The Bio::DB::GFF adaptor (and only Bio::DB::GFF!) has a feature known as "aggregators". These are small software packages that recognize certain common feature types and convert them into complex biological objects. These aggregators make it possible to develop intelligent graphical representations of annotations, such as a gene that draws confirmed exons differently from predicted ones.

An aggregator typically creates a new composite feature with a different method than any of its components. For example, the standard "alignment" aggregator takes multiple alignments of method "similarity", groups them by their name, and returns a single feature of method "alignment".

The various aggregators are described in detail in the Bio::DB::GFF perldoc page. It is easy to write new aggregators, and also possible to define aggregators on the fly in the GBrowse configuration file. It is suggested that you use the sample GFF2 files from the yeast, drosophila and C. elegans projects to see what methods to use to achieve the desired results.

In addition to the standard aggregators that are distributed with BioPerl, GBrowse distributes several experimental and/or special-purpose aggregators:

match_gap
This aggregator is used for GFF3 style gapped alignments, in which there is a single feature of method 'match' with a 'Gap' attribute. This aggregator was contributed by Dmitri Bichko.
orf
This aggregator aggregates raw "ORF" features into "coding" features. It is basically identical to the "coding" aggregator, except that it looks for features of type "ORF" rather than "cds".
reftranscript
This aggregator was written to make the compound feature, "reftranscript" for use with GBrowse editing software developed outside of the GMOD development group. It can be used to aggregate "reftranscripts" from "refexons", loaded as second copy features. These features, in contrast to "transcripts", are usually implemented as features which cannot be edited and serve as starting point references for annotations added using GBrowse for feature visualization. Adding features to the compound feature, "reftranscript", can be done by adding to the "part_names" call (i.e. "refCDS").
waba_alignment
This aggregator handles the type of alignments produced by Jim Kent's WABA program, and was written to be compatible with the C. elegans GFF2 files. It aggregates the following feature types into an aggregate type of "waba_alignment":
  • nucleotide_match:waba_weak
  • nucleotide_match:waba_strong
  • nucleotide_match:waba_coding
wormbase_gene
This aggregator was written to be compatible with the C. elegans GFF2 files distributed by the Sanger Institute. It aggregates raw "CDS", "5'UTR", "3'UTR", "polyA" and "TSS" features into "transcript" features. For compatibility with the idiosyncrasies of the Sanger GFF2 format, it expects that the full range of the transcript is contained in a main feature of type "Sequence".
It is strongly recommended that for mirroring C. elegans annotations, you use the "processed_transcript" aggregator in conjunction with the GFF3 files found at:
ftp://ftp.wormbase.org/pub/wormbase/genomes/elegans/genome_feature_tables/GFF3

Converting GFF2 to GFF3

Converting a file from GFF2 to GFF3 format is problematic for several reasons. However, there are several GFF2 to GFF3 converters available on the web, but each makes specific assumptions about the GFF2 data that limit its applicability. GMOD does not endorse (or disparage) any particular converter. If you have GFF2 data from an external source, and they don't also provide it in GFF3 format, then you may be stuck with GFF2.

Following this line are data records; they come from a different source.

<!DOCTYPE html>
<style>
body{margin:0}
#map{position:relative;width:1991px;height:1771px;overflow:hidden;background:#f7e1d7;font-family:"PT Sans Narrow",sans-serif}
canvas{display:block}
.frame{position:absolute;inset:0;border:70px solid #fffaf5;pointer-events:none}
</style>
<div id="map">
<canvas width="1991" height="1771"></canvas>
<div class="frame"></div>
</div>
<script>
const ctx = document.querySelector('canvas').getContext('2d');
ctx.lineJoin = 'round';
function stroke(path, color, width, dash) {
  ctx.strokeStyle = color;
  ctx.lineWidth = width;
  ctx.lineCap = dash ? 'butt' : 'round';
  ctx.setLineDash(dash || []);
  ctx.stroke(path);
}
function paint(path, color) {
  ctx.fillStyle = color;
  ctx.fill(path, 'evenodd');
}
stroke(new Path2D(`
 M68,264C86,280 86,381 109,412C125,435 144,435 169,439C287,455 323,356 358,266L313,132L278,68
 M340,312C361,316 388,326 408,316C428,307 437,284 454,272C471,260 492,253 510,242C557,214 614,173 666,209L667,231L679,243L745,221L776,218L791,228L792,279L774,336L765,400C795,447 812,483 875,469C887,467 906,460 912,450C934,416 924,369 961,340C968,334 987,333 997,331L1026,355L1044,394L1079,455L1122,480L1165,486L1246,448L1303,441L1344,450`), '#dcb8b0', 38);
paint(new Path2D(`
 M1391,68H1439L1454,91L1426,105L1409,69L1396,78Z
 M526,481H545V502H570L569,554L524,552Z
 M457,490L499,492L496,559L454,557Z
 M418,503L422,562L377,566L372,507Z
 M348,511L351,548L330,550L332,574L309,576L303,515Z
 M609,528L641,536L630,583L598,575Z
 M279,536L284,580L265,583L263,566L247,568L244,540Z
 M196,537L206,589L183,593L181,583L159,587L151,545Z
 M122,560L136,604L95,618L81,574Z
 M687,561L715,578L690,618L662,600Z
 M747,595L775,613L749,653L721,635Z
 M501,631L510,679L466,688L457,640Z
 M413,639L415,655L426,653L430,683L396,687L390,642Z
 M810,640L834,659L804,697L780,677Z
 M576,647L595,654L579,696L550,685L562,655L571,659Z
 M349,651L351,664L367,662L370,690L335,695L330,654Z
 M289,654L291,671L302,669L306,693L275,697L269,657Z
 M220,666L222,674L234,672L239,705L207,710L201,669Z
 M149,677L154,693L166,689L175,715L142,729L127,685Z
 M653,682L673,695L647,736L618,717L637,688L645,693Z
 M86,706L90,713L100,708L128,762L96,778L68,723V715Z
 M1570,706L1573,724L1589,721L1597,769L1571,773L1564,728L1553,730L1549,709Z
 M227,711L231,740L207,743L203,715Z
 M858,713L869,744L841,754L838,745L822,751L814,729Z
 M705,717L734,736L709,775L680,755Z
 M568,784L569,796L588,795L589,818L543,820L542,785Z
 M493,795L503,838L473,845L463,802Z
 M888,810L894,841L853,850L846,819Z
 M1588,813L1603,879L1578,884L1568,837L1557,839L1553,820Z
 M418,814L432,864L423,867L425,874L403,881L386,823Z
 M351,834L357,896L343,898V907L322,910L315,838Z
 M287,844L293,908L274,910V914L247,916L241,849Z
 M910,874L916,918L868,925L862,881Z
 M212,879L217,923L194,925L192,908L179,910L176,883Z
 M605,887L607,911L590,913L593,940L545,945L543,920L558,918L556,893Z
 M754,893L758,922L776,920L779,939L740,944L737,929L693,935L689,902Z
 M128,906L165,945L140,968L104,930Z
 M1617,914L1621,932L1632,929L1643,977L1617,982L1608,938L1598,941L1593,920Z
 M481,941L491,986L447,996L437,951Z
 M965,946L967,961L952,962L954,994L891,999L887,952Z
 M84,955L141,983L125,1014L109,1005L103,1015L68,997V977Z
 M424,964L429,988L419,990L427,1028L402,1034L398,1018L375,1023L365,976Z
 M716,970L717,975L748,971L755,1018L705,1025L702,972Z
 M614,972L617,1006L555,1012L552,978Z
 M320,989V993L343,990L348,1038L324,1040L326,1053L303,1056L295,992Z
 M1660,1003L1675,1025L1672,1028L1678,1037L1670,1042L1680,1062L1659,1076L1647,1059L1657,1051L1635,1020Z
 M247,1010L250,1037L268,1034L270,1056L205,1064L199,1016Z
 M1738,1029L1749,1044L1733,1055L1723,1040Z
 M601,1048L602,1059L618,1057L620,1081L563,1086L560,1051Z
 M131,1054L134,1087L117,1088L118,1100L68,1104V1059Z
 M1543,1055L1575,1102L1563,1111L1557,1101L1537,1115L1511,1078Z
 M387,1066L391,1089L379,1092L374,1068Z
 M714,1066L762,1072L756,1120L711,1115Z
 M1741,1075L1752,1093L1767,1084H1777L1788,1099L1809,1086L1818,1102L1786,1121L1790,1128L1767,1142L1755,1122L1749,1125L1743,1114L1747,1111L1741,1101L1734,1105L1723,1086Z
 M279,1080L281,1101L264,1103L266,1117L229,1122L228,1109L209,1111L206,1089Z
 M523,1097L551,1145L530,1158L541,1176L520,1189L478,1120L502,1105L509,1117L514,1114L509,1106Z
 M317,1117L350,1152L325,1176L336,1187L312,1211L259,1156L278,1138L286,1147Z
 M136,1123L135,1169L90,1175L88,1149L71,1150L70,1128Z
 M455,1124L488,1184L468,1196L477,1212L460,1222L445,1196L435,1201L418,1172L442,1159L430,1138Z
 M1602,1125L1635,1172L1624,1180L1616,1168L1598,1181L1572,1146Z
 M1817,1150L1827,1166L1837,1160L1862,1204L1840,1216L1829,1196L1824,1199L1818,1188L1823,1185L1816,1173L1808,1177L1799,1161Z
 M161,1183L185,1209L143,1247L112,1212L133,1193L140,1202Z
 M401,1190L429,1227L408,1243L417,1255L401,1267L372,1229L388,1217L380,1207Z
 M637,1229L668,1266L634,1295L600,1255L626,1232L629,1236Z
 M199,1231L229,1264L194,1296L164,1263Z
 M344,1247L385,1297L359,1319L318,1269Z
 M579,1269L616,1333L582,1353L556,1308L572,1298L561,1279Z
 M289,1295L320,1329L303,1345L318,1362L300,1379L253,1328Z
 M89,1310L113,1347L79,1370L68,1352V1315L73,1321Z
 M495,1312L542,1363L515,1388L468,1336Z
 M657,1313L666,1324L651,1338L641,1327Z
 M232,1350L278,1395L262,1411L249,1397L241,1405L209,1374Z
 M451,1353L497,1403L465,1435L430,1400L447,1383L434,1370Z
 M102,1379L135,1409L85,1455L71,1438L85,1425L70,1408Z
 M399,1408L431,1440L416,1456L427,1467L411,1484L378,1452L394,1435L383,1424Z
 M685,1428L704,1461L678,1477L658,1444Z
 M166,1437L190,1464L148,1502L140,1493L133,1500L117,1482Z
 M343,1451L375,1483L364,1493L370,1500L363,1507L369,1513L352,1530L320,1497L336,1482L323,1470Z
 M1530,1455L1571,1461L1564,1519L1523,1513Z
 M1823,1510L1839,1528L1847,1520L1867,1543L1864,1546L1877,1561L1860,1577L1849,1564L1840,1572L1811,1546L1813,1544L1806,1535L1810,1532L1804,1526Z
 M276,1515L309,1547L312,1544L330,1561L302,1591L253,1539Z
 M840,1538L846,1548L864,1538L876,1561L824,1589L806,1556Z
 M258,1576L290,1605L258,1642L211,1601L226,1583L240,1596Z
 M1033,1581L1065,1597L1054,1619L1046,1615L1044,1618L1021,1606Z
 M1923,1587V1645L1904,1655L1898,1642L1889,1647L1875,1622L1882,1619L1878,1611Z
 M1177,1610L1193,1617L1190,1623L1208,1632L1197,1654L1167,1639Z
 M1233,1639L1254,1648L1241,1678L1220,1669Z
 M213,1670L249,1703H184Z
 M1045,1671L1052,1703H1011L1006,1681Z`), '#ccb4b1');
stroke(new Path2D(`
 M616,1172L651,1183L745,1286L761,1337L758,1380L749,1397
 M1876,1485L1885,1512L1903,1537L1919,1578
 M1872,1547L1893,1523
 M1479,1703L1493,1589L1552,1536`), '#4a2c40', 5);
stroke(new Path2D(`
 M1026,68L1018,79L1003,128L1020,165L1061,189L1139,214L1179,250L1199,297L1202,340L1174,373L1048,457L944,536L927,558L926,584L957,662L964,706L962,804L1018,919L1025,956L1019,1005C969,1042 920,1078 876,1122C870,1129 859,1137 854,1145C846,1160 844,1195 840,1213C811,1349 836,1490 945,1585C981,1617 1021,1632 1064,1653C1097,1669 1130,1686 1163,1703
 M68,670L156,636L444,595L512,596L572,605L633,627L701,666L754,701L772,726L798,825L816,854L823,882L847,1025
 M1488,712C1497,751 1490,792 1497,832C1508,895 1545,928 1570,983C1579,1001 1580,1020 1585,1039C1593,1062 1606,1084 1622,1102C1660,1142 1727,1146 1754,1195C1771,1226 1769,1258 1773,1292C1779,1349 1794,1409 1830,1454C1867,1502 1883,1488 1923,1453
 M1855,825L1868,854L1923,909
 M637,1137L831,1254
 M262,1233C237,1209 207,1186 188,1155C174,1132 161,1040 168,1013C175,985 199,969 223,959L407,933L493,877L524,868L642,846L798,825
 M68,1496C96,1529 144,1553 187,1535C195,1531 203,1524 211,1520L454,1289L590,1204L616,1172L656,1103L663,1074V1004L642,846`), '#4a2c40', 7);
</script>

Some areas that need to be addressed by any GFF2 to GFF3 converter:

Column 3: Feature Type

If the GFF2 file does not use Sequence Ontology terms in column 3 then some sort of translation will need to be done on the types in the GFF2 to convert them to be SO terms.

Column 9: Group / Attributes

Column 9 has a slightly different format and is much more tightly defined in GFF3 than GFF2. Both require attention. GFF2 does not have any reserved attribute names, uses C style encoding/escaping of special characters, and has many other small differences.

Another big problem is that GFF2 supports only one level of feature nesting. While you can certainly reproduce this minimal nesting in GFF3, it would be better to also convert your feature representations to be multi-level at the time you migrate the data to GFF3. This is non-trivial.